Thanks. Sorry, I am not doing drawings. Here are some design points:
The wheelhead uses a 2800rpm motor with a step-up 5mm pitch toothed belt.
The wheelhead slides along the bottom rail to get to each cam.
There is a little coolant spray nozzle mounted on the wheel guard.
The wheel guard was supposed to collect and drain the coolant. It doesn’t. It goes everywhere. The whole area has to be loosely packed with paper towel.
The camshaft is carried in the rocking cradle above the wheel.
The big disc with curved slots is a protractor for setting the relative angular positions of the cams.
The master cam is scaled up 5:1 and there is a 5:1 ratio in the radius of the camshaft and master cam from the pivot bar (the one that passes through the wheel guard).
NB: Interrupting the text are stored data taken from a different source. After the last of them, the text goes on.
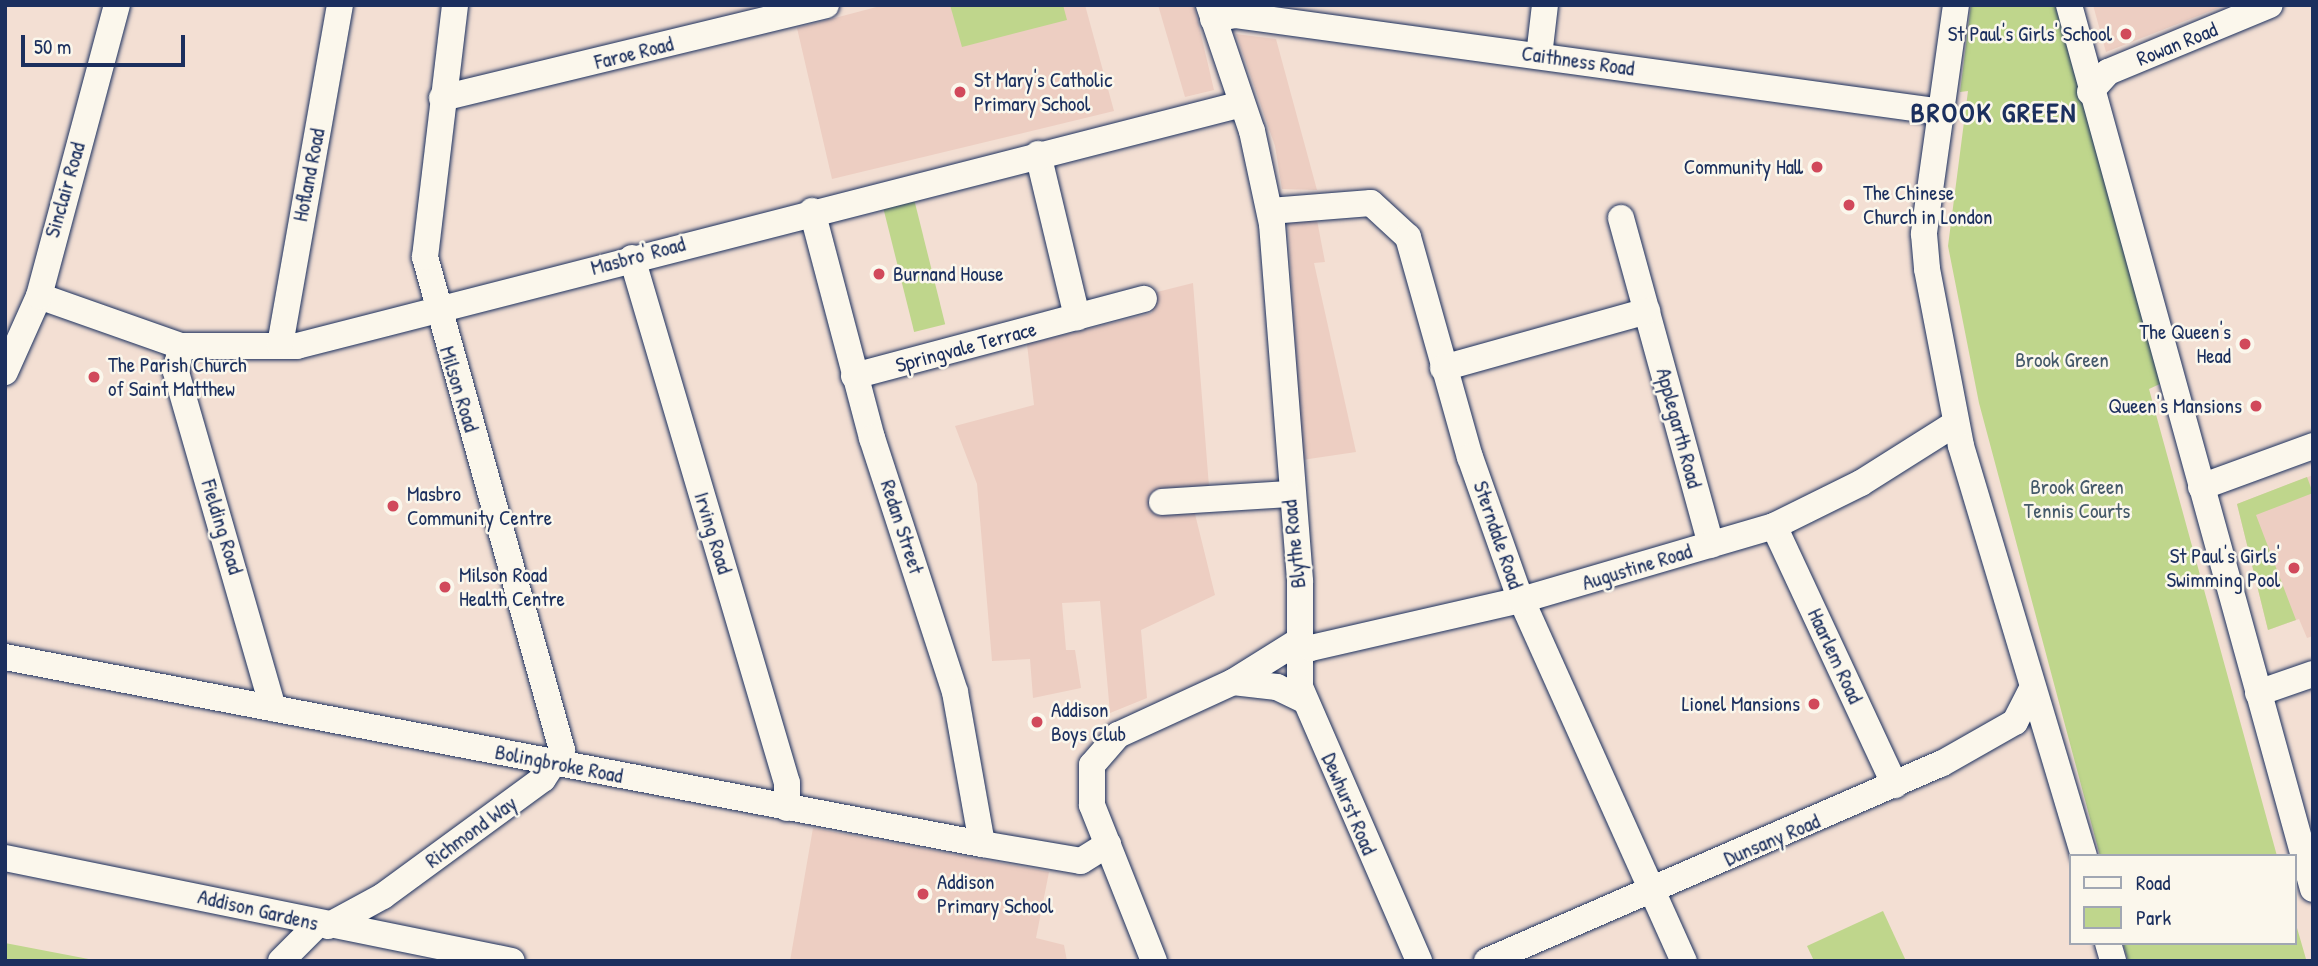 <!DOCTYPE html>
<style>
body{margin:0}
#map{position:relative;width:2318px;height:966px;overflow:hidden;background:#f3dfd3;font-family:"Patrick Hand",sans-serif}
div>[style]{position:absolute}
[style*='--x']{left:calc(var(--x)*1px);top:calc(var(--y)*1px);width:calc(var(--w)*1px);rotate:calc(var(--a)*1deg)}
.built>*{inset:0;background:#edcec2}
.green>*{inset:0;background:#bfd68c;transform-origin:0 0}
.roads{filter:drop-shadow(0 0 2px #1b2f5e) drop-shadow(0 0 2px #1b2f5e)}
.minor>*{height:26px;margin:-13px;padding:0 13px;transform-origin:13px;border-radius:13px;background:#fbf7ec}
.dots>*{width:19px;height:19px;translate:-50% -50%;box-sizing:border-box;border:4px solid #fbf7ec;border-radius:50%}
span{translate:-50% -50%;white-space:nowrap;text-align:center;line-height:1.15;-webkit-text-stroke:5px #fbf7ec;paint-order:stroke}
.poi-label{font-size:21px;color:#1b2f5e}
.right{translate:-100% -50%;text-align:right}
.left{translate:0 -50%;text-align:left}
.street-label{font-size:21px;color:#1b2f5e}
.park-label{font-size:21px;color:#44596a}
.district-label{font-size:28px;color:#1b2f5e;font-weight:700;letter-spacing:2px}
.frame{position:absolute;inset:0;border:7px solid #1b2f5e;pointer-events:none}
.legend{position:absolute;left:2069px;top:854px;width:228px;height:91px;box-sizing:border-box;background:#fbf7ec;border:2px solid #a1a7b3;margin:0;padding:9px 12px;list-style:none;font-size:21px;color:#1b2f5e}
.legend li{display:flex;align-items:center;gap:14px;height:35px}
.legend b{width:35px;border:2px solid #a1a7b3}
.scale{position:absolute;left:21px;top:35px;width:164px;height:32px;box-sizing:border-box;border:4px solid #1b2f5e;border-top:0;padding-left:9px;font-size:21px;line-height:24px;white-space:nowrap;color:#1b2f5e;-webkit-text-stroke:5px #fbf7ec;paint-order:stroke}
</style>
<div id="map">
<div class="built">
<div style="clip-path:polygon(884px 5px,1085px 5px,1114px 111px,832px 179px,797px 28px)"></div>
<div style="clip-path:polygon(1158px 5px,1194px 5px,1214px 90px,1185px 97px)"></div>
<div style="clip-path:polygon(2093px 5px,2226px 5px,2106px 52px)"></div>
<div style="clip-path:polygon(1236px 34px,1276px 39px,1317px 190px,1282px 189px,1275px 146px)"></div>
<div style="clip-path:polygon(1317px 220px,1325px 262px,1314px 263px,1356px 452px,1302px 460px,1288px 223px)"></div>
<div style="clip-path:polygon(1193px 283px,1211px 512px,1195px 514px,1215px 595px,1141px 630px,1147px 698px,1110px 713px,1100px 601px,1062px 603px,1066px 650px,1075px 650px,1081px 688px,1033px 698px,1030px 659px,992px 661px,977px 484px,955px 426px,1034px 405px,1027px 344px,1152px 313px,1157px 292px)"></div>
<div style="clip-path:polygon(2313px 475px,2313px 636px,2307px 638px,2299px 619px,2268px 630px,2237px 504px)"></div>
<div style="clip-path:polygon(813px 828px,1049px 872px,1036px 938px,1064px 945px,1067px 961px,790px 961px)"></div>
</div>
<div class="green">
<div style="clip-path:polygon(950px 5px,1063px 5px,1067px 20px,962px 47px)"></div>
<div style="clip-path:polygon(1971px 5px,2055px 5px,2162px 383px,2149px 389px,2277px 856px,2100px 856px,1979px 403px,1948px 246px,1968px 91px,1960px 92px)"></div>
<div style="left:914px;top:199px;width:129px;height:32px;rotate:76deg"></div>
<div style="clip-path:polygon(2307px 477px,2313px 493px,2256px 515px,2296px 620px,2268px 630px,2237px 504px)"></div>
<div style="clip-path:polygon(1883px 911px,1906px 961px,1814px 961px,1807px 946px)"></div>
<div style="clip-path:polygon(2295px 921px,2306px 959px,2128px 961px,2123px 943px,2295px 943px)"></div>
<div style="clip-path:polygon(5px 943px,99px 961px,5px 961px)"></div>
</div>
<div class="roads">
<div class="minor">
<div style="--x:1209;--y:5;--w:133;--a:71.2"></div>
<div style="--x:1252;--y:131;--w:95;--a:77.9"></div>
<div style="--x:1272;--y:224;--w:359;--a:85.5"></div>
<div style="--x:1300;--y:582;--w:105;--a:90"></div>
<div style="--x:1300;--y:687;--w:299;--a:66.5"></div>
<div style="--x:1956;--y:5;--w:231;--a:98"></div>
<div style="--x:1924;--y:234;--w:35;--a:85"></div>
<div style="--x:1927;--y:269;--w:180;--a:79.1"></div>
<div style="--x:1961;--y:446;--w:428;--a:73.3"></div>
<div style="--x:2069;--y:5;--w:917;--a:74.57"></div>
<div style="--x:1213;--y:19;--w:23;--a:-10"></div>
<div style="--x:1236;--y:15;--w:714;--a:7.81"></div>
<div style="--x:1539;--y:56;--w:51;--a:-83.3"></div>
<div style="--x:2090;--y:92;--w:27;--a:-48"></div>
<div style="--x:2108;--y:72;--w:175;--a:-22.5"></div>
<div style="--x:442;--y:98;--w:395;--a:-13.6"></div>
<div style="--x:1038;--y:154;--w:168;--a:76.5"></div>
<div style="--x:812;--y:211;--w:235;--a:75.2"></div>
<div style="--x:872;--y:438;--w:267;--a:71.9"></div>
<div style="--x:955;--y:692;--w:154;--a:79.9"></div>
<div style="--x:1270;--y:211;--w:101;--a:-4.5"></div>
<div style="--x:1371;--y:203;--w:50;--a:42.6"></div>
<div style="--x:1408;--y:237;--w:229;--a:74.3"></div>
<div style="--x:1470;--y:457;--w:141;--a:70.5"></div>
<div style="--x:1517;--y:590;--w:407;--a:65.8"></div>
<div style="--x:1621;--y:218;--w:339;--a:74.6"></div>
<div style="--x:632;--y:258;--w:547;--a:73.55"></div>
<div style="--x:787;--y:783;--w:25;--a:90"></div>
<div style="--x:39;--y:296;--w:151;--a:19.4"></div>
<div style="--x:181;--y:346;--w:116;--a:0"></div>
<div style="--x:297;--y:346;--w:975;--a:-14.36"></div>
<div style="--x:280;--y:345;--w:345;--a:-80"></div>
<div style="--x:181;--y:346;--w:26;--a:101"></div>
<div style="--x:176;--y:372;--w:350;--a:73.9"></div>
<div style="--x:1443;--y:368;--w:212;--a:-15.6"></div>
<div style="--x:5;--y:372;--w:83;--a:-65.9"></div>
<div style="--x:39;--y:296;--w:301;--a:-75"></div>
<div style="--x:854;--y:376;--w:300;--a:-14.9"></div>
<div style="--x:2201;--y:487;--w:119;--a:-20.1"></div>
<div style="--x:1162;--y:502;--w:126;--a:-3.6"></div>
<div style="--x:1774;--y:526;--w:286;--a:65"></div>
<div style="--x:1297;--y:642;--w:15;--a:23"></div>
<div style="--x:1311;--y:648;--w:215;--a:-12.9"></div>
<div style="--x:1521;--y:600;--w:264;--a:-16.3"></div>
<div style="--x:1774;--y:526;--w:97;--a:-26.3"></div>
<div style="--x:1861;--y:483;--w:112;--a:-32.3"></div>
<div style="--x:5;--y:657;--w:995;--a:10.84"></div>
<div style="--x:982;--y:844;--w:100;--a:9.7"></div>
<div style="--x:1081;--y:861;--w:32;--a:-32"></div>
<div style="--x:1233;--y:682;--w:44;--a:6.5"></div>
<div style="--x:1277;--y:687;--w:30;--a:26"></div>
<div style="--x:2258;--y:693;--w:58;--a:-19.1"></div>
<div style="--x:5;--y:858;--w:517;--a:11.48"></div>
<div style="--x:328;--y:926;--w:63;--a:-28.6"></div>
<div style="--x:383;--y:896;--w:198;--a:-36.2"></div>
<div style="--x:543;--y:779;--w:35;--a:-57"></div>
<div style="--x:562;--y:750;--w:512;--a:-105.53"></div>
<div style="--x:425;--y:257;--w:254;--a:-83.2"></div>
<div style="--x:2108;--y:943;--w:19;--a:74"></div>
<div style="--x:281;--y:961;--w:54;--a:-45"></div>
<div style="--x:1154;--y:961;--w:168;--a:-111.7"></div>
<div style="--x:1092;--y:805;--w:40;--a:-90"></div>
<div style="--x:1092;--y:765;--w:40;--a:-49"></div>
<div style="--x:1118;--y:735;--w:127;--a:-24.7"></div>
<div style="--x:1233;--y:682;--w:75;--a:-32"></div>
<div style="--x:1487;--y:961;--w:495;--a:-23.5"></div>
<div style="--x:1941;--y:764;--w:85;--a:-29.6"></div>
<div style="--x:2015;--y:722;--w:38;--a:-63"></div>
</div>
</div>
<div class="dots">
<div style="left:2126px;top:34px;background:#d1495b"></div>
<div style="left:960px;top:92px;background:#d1495b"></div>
<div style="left:1817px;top:167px;background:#d1495b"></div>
<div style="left:1849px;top:205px;background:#d1495b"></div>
<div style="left:879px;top:274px;background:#d1495b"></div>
<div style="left:2245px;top:344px;background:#d1495b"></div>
<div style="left:94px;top:377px;background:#d1495b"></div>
<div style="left:2256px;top:406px;background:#d1495b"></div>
<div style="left:393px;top:506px;background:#d1495b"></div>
<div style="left:2294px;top:568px;background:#d1495b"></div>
<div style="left:445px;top:587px;background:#d1495b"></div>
<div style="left:1814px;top:704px;background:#d1495b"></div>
<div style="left:1037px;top:722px;background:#d1495b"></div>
<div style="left:923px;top:894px;background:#d1495b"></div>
</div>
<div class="poi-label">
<span class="right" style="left:2112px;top:34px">St Paul's Girls' School</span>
<span class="left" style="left:974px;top:92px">St Mary's Catholic<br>Primary School</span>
<span class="right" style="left:1803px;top:167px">Community Hall</span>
<span class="left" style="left:1863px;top:205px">The Chinese<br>Church in London</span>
<span class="left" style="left:893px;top:274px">Burnand House</span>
<span class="right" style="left:2231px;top:344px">The Queen's<br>Head</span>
<span class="left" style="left:108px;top:377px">The Parish Church<br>of Saint Matthew</span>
<span class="right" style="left:2242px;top:406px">Queen's Mansions</span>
<span class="left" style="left:407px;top:506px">Masbro<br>Community Centre</span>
<span class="right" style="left:2280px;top:568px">St Paul's Girls'<br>Swimming Pool</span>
<span class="left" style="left:459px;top:587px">Milson Road<br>Health Centre</span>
<span class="right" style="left:1800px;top:704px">Lionel Mansions</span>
<span class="left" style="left:1051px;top:722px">Addison<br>Boys Club</span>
<span class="left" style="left:937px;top:894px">Addison<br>Primary School</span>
</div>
<div class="street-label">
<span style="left:2177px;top:44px;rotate:-22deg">Rowan Road</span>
<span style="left:634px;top:53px;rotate:-14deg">Faroe Road</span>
<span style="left:1578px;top:61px;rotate:8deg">Caithness Road</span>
<span style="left:309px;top:175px;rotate:-79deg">Hofland Road</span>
<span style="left:65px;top:190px;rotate:-74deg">Sinclair Road</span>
<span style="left:638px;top:256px;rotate:-15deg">Masbro' Road</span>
<span style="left:966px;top:347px;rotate:-15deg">Springvale Terrace</span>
<span style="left:459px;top:389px;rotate:73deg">Milson Road</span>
<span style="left:1679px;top:428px;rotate:75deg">Applegarth Road</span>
<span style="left:222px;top:527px;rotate:73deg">Fielding Road</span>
<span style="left:902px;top:527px;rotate:72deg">Redan Street</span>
<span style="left:713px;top:533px;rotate:73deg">Irving Road</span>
<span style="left:1498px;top:535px;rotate:71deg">Sterndale Road</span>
<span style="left:1294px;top:544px;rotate:-96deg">Blythe Road</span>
<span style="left:1637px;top:567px;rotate:-17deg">Augustine Road</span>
<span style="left:1835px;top:656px;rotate:65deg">Haarlem Road</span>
<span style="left:559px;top:764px;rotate:11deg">Bolingbroke Road</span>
<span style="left:1349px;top:804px;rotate:67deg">Dewhurst Road</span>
<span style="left:471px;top:832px;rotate:-36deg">Richmond Way</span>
<span style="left:1772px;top:840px;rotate:-23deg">Dunsany Road</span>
<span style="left:258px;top:910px;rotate:13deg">Addison Gardens</span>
</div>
<div class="park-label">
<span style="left:2062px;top:360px">Brook Green</span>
<span style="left:2077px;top:499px">Brook Green<br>Tennis Courts</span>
</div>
<div class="district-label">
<span style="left:1994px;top:112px">BROOK GREEN</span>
</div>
<div class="frame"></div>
<ul class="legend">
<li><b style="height:9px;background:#fbf7ec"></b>Road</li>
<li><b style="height:19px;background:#bfd68c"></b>Park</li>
</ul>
<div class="scale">50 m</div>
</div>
There are two important features to preserve accurate reproduction of the master cam that are often neglected in other designs: the master cam bears on a delrin ‘shoe’ that has a radius 5 times the radius of the grinding wheel, and the height of the pivot bar can be adjusted so that the pivot bar, the top of the grinding wheel and the top of the master cam’s shoe can all be set to be in a straight line when the cam is at finished size.
The camshaft and master cam are driven at 10 rpm by a geared motor. The toothed belt drive has very little wrap round the motor pulley, but it works OK.
The master shoe moves up and down to apply cut. It sits on a wedge with a 1 in 5 slope. The wedge is moved in and out by a 40tpi micrometer screw. The wedge slope and the arm length ratio combine to give a 25:1 ratio, so one turn of the micrometer screw puts on a cut of 0.001″. 20 divisions on the knob mean that one division takes 0.0001″ off the cam diameter.
I have a tool for synchonising the camshaft with the master cam.
I had intended a worm drive from the master cam spindle to oscillate the rocking cradle slowly over the width of the grinding wheel, but that did not get made (yet).